La Chine contribue à environ un sixième du total des prêts accordés à l’Afrique, selon une étude du John L. Thornton China Center à la Brookings Institution, publiée en avril 2018. De quoi inquiéter le FMI qui, dans un rapport publié en mai 2018, indiquait que « sur les 35 pays à faible revenu en Afrique subsaharienne, 15 sont aujourd’hui en surendettement ou risquent fortement de le devenir ». Le géant asiatique détient aujourd’hui par exemple 55 % de la dette extérieure du Kenya et 70 % de la dette publique bilatérale du Cameroun.

La dette, un instrument de domination politique

« Avec la multiplication des prêts et la construction d’infrastructures, les pays africains dépendent économiquement de la Chine », explique Thierry Pairault, directeur de recherche émérite au CNRS et spécialiste des relations entre l’Afrique et la Chine. Pékin pratique essentiellement une « aide liée », dans laquelle le pays bénéficiaire du prêt doit conclure en priorité des contrats avec des entreprises chinoises pour mettre en œuvre les projets financés. Beaucoup des prêts chinois sont également garantis par la livraison de matières premières, alors que les cours sont globalement orientés à la baisse (même s’ils ont récemment remonté).

« Cette relation de dépendance économique peut aussi s’assimiler à une forme de clientélisme, qui permet ensuite à la Chine d’étendre son influence politique. Le continent africain compte 55 pays et représente à lui seul environ un tiers des voix à l’Assemblée générale de l’ONU. C’est un atout important en cas de crise, quand il s’agit de rassembler un nombre important de pays derrière soi », poursuit Thierry Pairault.

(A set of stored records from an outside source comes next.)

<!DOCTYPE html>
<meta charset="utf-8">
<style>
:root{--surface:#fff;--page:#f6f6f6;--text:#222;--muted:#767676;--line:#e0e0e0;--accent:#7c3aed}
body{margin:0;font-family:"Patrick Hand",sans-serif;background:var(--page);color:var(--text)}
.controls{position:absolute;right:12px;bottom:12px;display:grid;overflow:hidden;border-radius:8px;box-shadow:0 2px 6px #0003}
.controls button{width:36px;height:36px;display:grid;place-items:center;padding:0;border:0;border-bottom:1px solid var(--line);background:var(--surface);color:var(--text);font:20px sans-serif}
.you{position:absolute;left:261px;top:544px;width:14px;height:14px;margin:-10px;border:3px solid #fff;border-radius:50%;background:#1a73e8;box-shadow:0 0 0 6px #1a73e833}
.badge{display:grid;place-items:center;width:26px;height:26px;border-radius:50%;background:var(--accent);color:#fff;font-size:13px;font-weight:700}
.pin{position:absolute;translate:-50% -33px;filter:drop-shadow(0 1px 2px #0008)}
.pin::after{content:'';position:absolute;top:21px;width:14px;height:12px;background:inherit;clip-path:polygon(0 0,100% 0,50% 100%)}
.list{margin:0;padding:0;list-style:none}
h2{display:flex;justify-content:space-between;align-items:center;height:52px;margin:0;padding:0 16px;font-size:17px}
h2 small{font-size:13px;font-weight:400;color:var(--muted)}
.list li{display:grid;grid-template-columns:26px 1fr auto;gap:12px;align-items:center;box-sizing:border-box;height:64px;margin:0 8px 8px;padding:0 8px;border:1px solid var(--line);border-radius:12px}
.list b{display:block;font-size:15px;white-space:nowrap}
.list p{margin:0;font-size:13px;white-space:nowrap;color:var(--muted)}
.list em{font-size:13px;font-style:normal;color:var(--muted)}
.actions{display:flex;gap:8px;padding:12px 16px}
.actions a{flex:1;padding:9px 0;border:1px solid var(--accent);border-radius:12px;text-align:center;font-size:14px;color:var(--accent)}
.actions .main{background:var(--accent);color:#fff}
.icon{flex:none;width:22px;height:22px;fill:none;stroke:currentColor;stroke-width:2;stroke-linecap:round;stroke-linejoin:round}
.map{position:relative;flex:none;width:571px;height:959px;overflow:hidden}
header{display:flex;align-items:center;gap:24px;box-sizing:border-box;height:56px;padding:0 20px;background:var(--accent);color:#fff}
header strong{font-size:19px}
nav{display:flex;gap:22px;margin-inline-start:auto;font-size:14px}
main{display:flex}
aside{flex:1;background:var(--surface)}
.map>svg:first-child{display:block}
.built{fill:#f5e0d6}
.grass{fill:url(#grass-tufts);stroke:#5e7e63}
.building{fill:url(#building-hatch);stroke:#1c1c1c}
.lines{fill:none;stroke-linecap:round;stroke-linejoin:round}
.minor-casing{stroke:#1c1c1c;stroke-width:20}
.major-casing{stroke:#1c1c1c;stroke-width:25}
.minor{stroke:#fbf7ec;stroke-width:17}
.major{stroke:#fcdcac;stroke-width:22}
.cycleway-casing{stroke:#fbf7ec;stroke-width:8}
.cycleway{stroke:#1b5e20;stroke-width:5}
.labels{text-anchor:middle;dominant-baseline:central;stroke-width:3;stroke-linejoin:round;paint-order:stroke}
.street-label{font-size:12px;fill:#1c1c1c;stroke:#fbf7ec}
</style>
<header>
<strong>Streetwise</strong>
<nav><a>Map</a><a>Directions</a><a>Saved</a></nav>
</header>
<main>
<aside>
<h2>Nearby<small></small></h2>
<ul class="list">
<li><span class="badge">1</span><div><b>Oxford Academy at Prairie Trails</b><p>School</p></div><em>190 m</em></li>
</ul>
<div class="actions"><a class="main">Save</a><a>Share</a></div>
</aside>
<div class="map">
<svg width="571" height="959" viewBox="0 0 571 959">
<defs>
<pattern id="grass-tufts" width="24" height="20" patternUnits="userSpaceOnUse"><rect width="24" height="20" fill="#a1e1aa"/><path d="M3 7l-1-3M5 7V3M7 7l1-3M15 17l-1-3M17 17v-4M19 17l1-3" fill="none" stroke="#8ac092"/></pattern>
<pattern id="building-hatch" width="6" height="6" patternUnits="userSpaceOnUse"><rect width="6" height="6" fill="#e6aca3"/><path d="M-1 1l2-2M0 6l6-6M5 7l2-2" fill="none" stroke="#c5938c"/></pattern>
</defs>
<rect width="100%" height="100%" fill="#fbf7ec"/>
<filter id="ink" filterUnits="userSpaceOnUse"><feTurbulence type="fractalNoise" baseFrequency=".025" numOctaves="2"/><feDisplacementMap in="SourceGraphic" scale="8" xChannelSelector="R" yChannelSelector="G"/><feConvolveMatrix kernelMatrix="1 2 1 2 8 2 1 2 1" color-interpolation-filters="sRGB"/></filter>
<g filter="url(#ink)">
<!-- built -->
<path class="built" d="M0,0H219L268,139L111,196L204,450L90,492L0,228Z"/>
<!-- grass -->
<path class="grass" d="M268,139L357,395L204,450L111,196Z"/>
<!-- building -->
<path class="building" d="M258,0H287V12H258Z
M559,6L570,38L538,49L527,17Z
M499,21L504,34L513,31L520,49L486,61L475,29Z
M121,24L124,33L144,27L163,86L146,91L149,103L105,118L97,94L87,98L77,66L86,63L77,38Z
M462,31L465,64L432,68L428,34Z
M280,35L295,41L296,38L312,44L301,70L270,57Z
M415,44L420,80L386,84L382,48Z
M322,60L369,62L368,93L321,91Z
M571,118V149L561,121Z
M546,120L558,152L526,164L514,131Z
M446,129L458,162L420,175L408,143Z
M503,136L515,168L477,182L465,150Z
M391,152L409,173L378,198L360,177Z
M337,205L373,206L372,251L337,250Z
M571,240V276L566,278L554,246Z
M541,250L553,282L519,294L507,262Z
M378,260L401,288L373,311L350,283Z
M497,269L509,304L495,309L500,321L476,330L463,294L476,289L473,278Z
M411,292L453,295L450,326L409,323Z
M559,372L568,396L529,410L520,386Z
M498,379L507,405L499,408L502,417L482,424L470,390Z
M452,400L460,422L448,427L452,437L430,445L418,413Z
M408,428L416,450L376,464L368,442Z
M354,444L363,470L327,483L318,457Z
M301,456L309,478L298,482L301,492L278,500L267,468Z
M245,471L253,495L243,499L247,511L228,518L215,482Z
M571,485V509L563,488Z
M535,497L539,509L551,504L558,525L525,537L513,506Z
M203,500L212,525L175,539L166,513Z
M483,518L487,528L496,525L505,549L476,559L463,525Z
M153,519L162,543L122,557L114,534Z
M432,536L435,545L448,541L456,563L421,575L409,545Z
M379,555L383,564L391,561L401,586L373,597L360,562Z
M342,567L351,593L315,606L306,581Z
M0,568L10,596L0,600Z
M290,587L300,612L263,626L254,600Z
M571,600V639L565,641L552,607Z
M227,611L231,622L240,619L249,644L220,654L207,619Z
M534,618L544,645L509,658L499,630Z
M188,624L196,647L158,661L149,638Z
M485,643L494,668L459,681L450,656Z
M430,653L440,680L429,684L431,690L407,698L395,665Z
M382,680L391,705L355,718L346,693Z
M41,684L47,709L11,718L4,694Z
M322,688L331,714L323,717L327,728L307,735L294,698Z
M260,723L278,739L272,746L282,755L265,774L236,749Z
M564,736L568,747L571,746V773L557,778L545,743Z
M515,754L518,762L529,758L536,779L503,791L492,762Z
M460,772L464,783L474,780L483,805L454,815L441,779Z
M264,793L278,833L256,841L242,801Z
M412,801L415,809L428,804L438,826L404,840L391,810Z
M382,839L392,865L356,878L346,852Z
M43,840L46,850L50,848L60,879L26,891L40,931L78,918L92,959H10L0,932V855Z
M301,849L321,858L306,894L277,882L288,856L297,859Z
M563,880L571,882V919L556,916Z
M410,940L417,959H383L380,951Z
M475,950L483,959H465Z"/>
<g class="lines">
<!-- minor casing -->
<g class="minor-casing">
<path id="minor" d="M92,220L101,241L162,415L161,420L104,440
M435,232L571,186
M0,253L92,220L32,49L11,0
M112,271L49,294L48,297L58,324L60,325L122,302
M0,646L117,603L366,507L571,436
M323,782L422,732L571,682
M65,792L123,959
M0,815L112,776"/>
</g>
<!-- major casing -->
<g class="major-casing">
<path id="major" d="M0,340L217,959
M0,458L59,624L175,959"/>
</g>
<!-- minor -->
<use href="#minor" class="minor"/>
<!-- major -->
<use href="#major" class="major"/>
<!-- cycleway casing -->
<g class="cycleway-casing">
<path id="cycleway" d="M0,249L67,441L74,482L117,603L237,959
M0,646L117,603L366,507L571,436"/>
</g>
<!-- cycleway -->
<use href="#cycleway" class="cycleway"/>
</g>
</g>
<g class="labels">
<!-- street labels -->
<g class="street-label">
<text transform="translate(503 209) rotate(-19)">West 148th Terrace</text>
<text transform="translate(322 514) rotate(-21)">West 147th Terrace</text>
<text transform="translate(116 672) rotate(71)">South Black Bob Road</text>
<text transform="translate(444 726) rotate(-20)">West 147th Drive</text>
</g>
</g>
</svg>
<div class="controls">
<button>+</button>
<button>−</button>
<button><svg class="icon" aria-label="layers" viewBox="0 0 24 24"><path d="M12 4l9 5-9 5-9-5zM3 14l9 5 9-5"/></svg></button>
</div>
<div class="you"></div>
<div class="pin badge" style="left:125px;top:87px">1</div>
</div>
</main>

La présidence chinoise a récemment indiqué que l’Afrique serait partie intégrante des « nouvelles routes de la soie », du nom de l’initiative lancée en 2013 par le président chinois Xi Jinping qui prévoit de relier tous les continents à la Chine. Djibouti, l’Éthiopie ou encore le Kenya ont intégré les routes de la soie. « Il s’agit davantage de rassurer les pays africains qui souhaitent être intégrés dans cette route dans l’espoir que la Chine investisse chez eux, affirme Thierry Pairault. Mais ces nouvelles routes concernent peu l’Afrique, et sont surtout destinées à atteindre les pays développés d’Europe de l’Ouest.  »

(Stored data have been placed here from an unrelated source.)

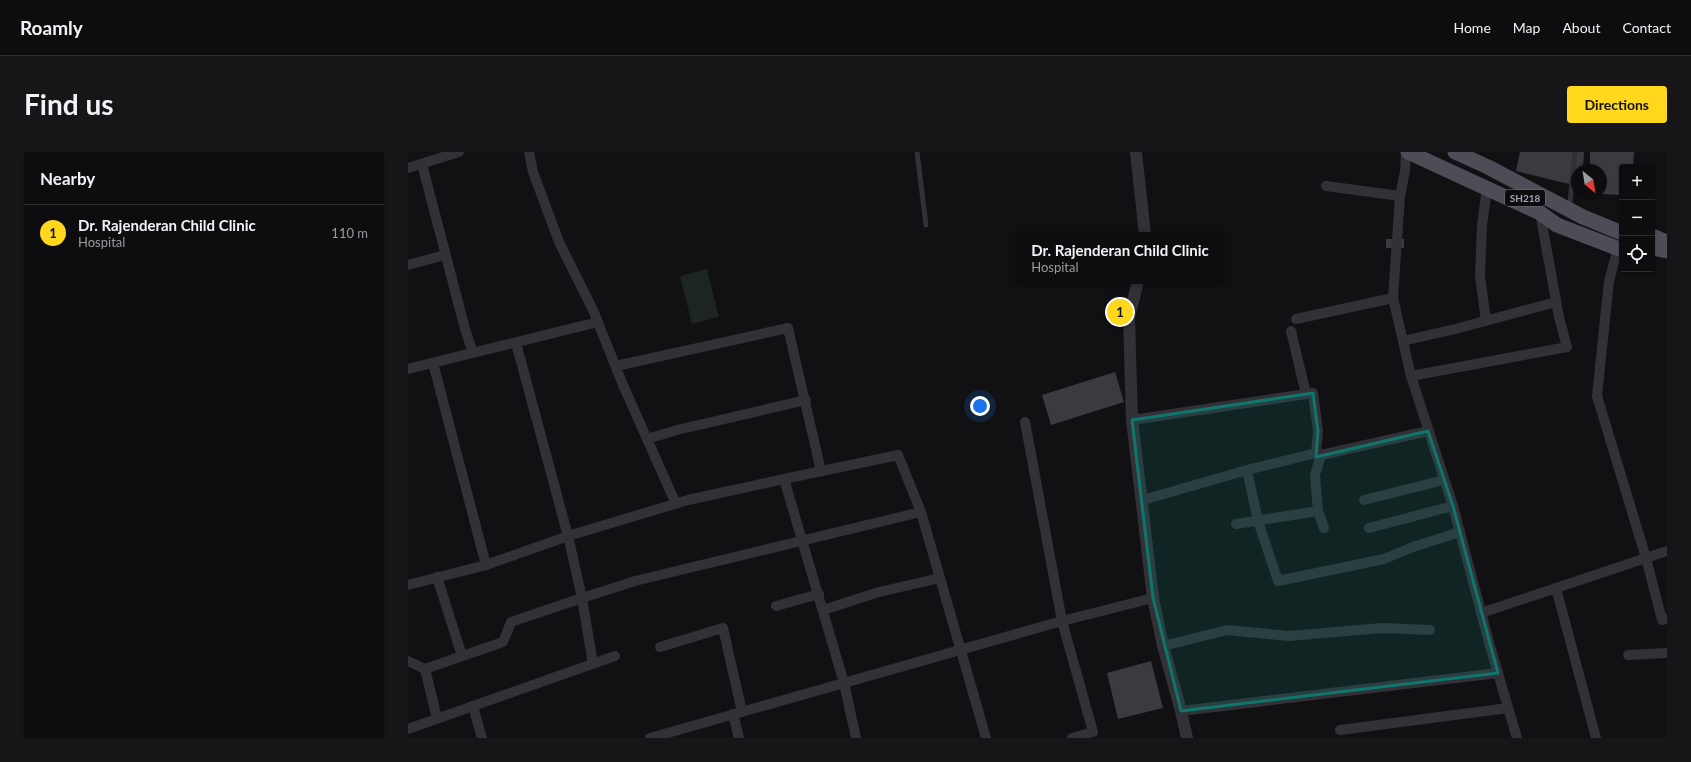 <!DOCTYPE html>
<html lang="en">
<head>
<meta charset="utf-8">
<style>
	:root { --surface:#0d0c0e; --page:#161517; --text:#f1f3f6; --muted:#9a9b9e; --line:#2d2c2e; --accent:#ffd71c }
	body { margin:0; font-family:Lato,sans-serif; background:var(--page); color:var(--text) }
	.controls { position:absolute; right:12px; top:12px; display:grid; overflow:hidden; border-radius:4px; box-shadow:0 1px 3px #0004 }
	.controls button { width:36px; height:36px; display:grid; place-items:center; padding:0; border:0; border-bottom:1px solid var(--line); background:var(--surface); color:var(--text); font:20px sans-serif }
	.compass { position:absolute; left:1163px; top:12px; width:36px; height:36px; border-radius:50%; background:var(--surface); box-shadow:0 1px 3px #0004; rotate:150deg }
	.you { position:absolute; left:572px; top:254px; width:14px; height:14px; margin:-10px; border:3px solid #fff; border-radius:50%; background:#1a73e8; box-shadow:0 0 0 6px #1a73e833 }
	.badge { display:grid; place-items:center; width:26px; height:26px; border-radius:50%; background:var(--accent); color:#111; font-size:13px; font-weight:700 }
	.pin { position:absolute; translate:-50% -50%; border:2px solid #fff; box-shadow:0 1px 4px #0006 }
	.popup { position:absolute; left:609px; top:80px; width:206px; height:52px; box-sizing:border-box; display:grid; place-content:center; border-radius:4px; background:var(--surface); filter:drop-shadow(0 1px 3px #0005); font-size:13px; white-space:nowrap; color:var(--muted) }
	.popup b { font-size:15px; color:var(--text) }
	.popup::after { content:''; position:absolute; left:50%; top:100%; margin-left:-8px; border:8px solid transparent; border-top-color:var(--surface) }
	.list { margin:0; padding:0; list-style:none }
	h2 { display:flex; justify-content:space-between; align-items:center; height:52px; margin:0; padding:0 16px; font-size:17px }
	h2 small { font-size:13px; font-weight:400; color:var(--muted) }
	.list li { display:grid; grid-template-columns:26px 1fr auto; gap:12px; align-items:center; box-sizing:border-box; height:56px; padding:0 16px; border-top:1px solid var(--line) }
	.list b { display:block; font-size:15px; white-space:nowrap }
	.list p { margin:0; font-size:13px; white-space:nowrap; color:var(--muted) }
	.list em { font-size:13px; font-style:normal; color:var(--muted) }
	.icon { flex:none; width:22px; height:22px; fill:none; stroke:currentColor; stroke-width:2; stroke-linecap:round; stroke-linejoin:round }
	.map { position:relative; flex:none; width:1259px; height:586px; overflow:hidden; border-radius:4px }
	header { display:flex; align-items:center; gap:24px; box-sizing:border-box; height:56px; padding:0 20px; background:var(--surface); border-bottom:1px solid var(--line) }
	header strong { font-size:19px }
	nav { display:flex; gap:22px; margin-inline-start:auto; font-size:14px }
	.intro { display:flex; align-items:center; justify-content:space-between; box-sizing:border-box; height:96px; padding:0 24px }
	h1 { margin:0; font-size:28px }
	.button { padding:10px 18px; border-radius:4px; background:var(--accent); color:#111; font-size:14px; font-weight:700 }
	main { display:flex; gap:24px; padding:0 24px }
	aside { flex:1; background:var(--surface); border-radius:4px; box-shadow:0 1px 3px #0004 }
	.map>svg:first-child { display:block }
</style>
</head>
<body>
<header>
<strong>Roamly</strong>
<nav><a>Home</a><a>Map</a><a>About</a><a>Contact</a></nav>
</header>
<div class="intro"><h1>Find us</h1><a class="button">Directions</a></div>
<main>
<aside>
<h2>Nearby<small></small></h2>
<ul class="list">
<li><span class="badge">1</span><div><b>Dr. Rajenderan Child Clinic</b><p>Hospital</p></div><em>110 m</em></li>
</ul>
</aside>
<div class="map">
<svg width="1259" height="586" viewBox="0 0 1259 586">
	<rect width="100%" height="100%" fill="#111012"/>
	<path fill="#1c251f" d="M299 117 311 165 284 172 272 124Z"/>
	<g fill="#3a3a40">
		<path d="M1112 0H1176L1175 18H1169V34L1108 19Z"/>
		<path d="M1182 0H1226L1225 15H1214V43L1193 42V18H1182Z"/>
		<rect x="978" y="87" width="18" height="9"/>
		<rect x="703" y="154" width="15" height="15"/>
		<path d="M707 220 716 250 643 273 634 243Z"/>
		<path d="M743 509 755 556 710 567 699 521Z"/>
	</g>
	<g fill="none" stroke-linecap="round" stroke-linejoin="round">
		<g stroke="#313137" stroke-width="5">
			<path d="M509 0 518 73"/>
			<path d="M1162 51 1167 0"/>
		</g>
		<g stroke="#313137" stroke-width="10">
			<path d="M121 0 125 20 151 90 185 158 215 233 268 352"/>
			<path d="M998 0 997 19 992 44 985 146 1003 224 1045 354 1082 494 1109 586"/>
			<path d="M14 12 57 177 65 201"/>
			<path d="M0 16 51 0"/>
			<path d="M918 34 992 44"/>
			<path d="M1210 96 1201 129 1189 244 1238 406 1254 468 1259 467"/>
			<path d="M0 113 37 103"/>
			<path d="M888 167 985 146"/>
			<path d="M1078 169 1072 124 1074 73 1079 36"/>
			<path d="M883 179 898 242"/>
			<path d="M995 189 1047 177 1148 150"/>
			<path d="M25 211 78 413"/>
			<path d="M208 214 380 176 413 319"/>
			<path d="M0 217 190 170"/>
			<path d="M1003 224 1159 195 1151 165 1132 61"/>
			<path d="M724 268 905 241 910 279 908 301"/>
			<path d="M617 270 654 469 685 580 664 586"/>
			<path d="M239 287 269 278 398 248"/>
			<path d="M913 303 907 323 910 359 916 376"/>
			<path d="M839 318 850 369 870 429 976 407 1005 395 1052 380"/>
			<path d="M376 327 490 303 513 360 578 586"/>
			<path d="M735 348 839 318 908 301 913 303 1020 279"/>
			<path d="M956 348 1036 328"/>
			<path d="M828 372 910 359"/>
			<path d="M961 376 1045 354"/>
			<path d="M29 425 54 504"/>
			<path d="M0 433 78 413 160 384 280 348 376 327 436 531 448 586"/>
			<path d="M1148 436 1188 586"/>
			<path d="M368 454 411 442"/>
			<path d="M415 458 471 440 532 426"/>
			<path d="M1073 461 1259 399"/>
			<path d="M755 494 819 478 881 484 974 476 1022 478"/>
			<path d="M252 495 315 476 334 560"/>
			<path d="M1220 503 1259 501"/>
			<path d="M0 509 17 517"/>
			<path d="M185 512 174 446 227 429 513 360"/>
			<path d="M65 554 74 586"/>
			<path d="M773 559 1090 521"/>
			<path d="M325 562 331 586"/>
			<path d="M29 566 17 517 95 490 103 470 174 446 160 384 108 191"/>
			<path d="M0 577 207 504"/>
			<path d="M932 578 1100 556"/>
			<path d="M242 586 654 469 745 446"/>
		</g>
		<g stroke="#313137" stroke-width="12">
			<path d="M728 0 737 83"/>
			<path d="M730 129 721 166 724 268 745 446 755 494 773 559 779 586"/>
		</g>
		<g stroke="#4d4d57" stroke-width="15">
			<path d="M1000 0 1132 61 1149 73 1214 98"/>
			<path d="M1047 0 1080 15 1175 65 1214 81"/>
			<path d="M1244 84 1256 89"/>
			<path d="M1244 96 1259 99"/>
		</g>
	</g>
	<path fill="#0f766e" fill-opacity="0.2" stroke="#0f766e" stroke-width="3" stroke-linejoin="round" d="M905 241 910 279 908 305 1020 279 1045 354 1090 521 773 559 745 446 724 268Z"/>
	<g text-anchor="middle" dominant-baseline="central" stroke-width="3" stroke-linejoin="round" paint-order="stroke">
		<rect fill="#0c0b0d" stroke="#747582" stroke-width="1" x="1097" y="38" width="40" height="16" rx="3"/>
		<g font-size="10" font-weight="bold" fill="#a0a3b4">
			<text x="1117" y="46">SH218</text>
		</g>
	</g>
</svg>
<div class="controls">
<button>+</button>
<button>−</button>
<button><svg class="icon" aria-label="locate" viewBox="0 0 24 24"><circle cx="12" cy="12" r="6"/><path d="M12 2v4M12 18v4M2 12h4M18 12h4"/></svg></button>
</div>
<svg class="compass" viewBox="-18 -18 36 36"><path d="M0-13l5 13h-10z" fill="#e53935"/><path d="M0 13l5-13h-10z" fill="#9a9b9e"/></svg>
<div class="you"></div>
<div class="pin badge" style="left:712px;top:160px">1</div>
<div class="popup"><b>Dr. Rajenderan Child Clinic</b>Hospital</div>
</div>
</main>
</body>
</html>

C’est ainsi dans une logique plus politique qu’économique qu’il faut interpréter les premières annonces de Xi Jinping lors du premier jour du septième sommet sino-africain qui se tient à Pékin le 3 et le 4 septembre 2018. Il a promis 51,7 milliards d’euros à l’Afrique, dont 15 milliards d’aides et de prêts sans intérêt ou à conditions préférentielles. Il a également annoncé que la dette due à l’État chinois sur les prêts sans intérêt remboursables à la fin de l’année 2018 serait annulée pour les pays africains les plus pauvres et les plus endettés. Sans donner pour autant la liste des pays concernés ni un calendrier précis.